## TASK TO COMPLETE
Report each line of the records below that uses the word "labels".
-------- DATA TO USE --------
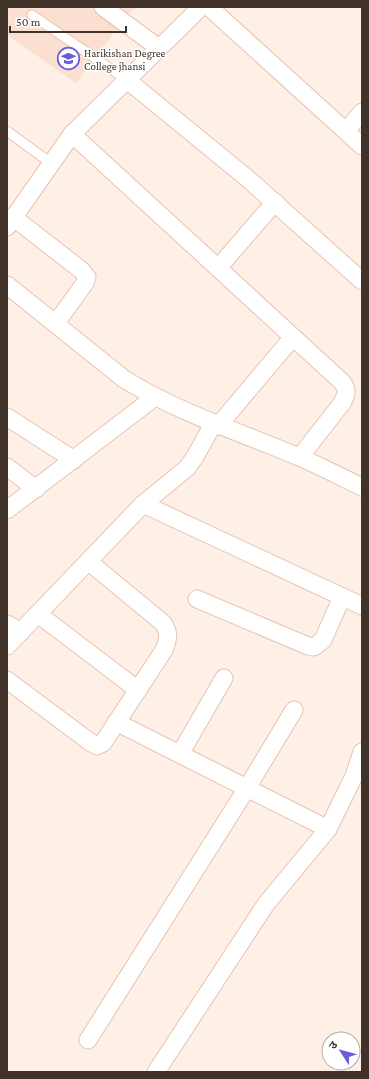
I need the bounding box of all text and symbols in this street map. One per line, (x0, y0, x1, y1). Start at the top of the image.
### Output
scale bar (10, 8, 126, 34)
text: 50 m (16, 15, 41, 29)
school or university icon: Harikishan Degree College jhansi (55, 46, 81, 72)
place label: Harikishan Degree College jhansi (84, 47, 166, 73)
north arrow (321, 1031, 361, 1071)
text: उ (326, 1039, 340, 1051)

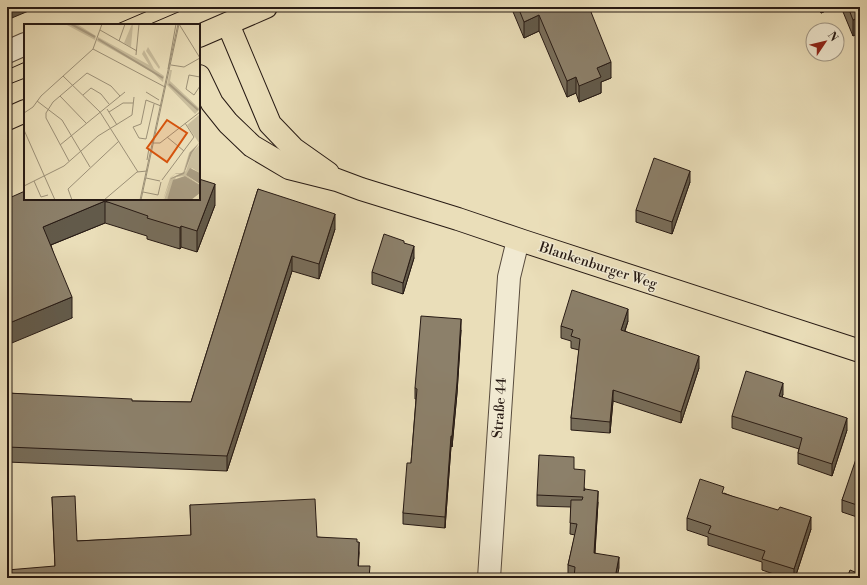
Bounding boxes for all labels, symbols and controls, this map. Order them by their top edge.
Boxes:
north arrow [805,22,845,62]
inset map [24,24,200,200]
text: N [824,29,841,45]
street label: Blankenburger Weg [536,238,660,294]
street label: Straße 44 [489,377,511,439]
--------
-------- DATA TO USE --------
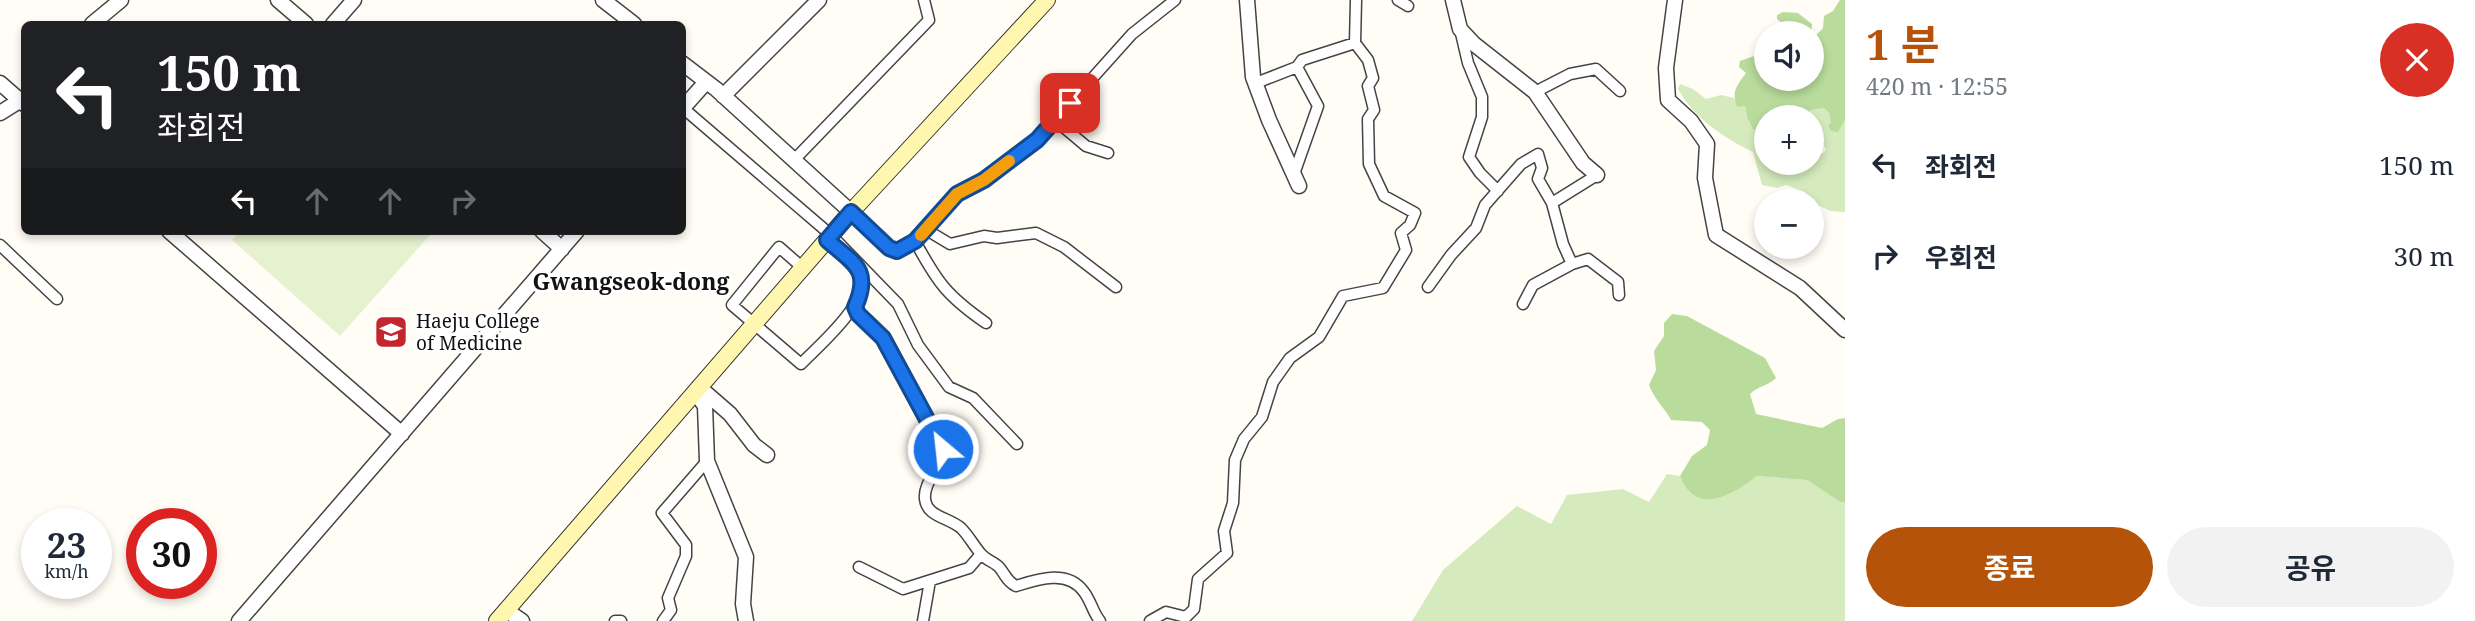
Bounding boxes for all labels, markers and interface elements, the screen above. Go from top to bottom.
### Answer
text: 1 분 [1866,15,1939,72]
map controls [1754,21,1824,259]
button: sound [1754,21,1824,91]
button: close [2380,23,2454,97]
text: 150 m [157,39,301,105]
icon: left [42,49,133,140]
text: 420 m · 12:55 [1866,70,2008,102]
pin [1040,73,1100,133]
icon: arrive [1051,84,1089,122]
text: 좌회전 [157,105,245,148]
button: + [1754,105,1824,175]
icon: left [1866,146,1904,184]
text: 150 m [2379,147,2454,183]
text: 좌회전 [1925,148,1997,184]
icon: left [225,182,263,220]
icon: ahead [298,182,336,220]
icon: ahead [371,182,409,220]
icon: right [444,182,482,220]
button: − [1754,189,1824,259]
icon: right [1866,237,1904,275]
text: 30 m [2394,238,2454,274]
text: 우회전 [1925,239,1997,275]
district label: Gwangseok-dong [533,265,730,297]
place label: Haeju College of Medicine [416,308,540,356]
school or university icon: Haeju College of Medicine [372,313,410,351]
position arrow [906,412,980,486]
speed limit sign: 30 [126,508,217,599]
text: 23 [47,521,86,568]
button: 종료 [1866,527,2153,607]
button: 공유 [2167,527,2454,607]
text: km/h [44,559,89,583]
--------
## ANSWER SPACE
Bounding boxes for all labels, symbols and controls, this map. Order them by their top edge.
Bounding boxes for all labels, markers and interface elements, the screen above. Go from top to bottom.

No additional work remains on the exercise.